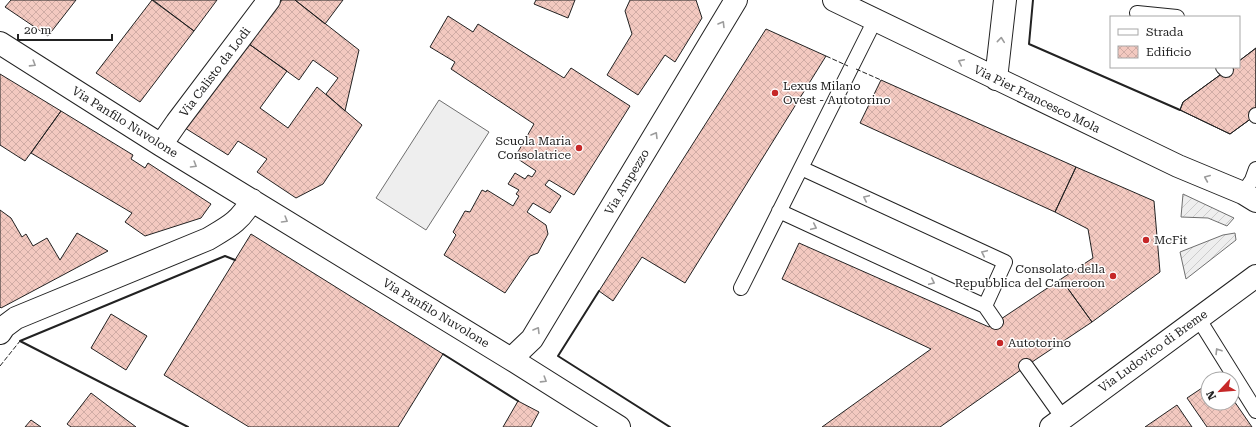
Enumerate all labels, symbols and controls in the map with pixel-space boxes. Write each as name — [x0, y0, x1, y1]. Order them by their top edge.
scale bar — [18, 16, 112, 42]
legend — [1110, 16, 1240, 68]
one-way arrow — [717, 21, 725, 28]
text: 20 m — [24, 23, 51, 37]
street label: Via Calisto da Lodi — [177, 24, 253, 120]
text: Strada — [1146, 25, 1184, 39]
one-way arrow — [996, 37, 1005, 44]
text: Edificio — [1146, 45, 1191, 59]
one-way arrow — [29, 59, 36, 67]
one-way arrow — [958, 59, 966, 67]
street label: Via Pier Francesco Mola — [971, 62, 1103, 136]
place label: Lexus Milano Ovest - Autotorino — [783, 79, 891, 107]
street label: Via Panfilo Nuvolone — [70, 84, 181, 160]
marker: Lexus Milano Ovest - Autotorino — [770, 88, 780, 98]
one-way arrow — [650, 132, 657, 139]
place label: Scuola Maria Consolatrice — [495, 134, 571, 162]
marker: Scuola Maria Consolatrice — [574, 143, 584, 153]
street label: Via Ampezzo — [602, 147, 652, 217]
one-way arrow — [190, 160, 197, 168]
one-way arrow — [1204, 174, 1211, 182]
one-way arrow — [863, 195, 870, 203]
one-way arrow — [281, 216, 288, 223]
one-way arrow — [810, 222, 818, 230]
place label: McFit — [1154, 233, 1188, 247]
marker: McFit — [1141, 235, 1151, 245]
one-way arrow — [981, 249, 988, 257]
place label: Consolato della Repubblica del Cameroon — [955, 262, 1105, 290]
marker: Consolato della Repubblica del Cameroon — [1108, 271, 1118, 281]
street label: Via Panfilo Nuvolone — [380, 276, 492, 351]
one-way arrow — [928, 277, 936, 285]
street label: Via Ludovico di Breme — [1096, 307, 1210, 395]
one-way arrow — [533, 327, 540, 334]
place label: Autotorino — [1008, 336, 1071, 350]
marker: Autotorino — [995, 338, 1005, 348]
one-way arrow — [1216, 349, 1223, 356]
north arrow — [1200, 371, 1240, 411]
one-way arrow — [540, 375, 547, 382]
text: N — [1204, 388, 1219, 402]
==========
Exercise instructions: No picture belongs in the copy. Print every entry above exactly as it stands.

Answer to the exercise:
Enumerate all labels, symbols and controls in the map with pixel-space boxes. Write each as name — [x0, y0, x1, y1]. Order them by their top edge.
scale bar — [18, 16, 112, 42]
legend — [1110, 16, 1240, 68]
one-way arrow — [717, 21, 725, 28]
text: 20 m — [24, 23, 51, 37]
street label: Via Calisto da Lodi — [177, 24, 253, 120]
text: Strada — [1146, 25, 1184, 39]
one-way arrow — [996, 37, 1005, 44]
text: Edificio — [1146, 45, 1191, 59]
one-way arrow — [29, 59, 36, 67]
one-way arrow — [958, 59, 966, 67]
street label: Via Pier Francesco Mola — [971, 62, 1103, 136]
place label: Lexus Milano Ovest - Autotorino — [783, 79, 891, 107]
street label: Via Panfilo Nuvolone — [70, 84, 181, 160]
marker: Lexus Milano Ovest - Autotorino — [770, 88, 780, 98]
one-way arrow — [650, 132, 657, 139]
place label: Scuola Maria Consolatrice — [495, 134, 571, 162]
marker: Scuola Maria Consolatrice — [574, 143, 584, 153]
street label: Via Ampezzo — [602, 147, 652, 217]
one-way arrow — [190, 160, 197, 168]
one-way arrow — [1204, 174, 1211, 182]
one-way arrow — [863, 195, 870, 203]
one-way arrow — [281, 216, 288, 223]
one-way arrow — [810, 222, 818, 230]
place label: McFit — [1154, 233, 1188, 247]
marker: McFit — [1141, 235, 1151, 245]
one-way arrow — [981, 249, 988, 257]
place label: Consolato della Repubblica del Cameroon — [955, 262, 1105, 290]
marker: Consolato della Repubblica del Cameroon — [1108, 271, 1118, 281]
street label: Via Panfilo Nuvolone — [380, 276, 492, 351]
one-way arrow — [928, 277, 936, 285]
street label: Via Ludovico di Breme — [1096, 307, 1210, 395]
one-way arrow — [533, 327, 540, 334]
place label: Autotorino — [1008, 336, 1071, 350]
marker: Autotorino — [995, 338, 1005, 348]
one-way arrow — [1216, 349, 1223, 356]
north arrow — [1200, 371, 1240, 411]
one-way arrow — [540, 375, 547, 382]
text: N — [1204, 388, 1219, 402]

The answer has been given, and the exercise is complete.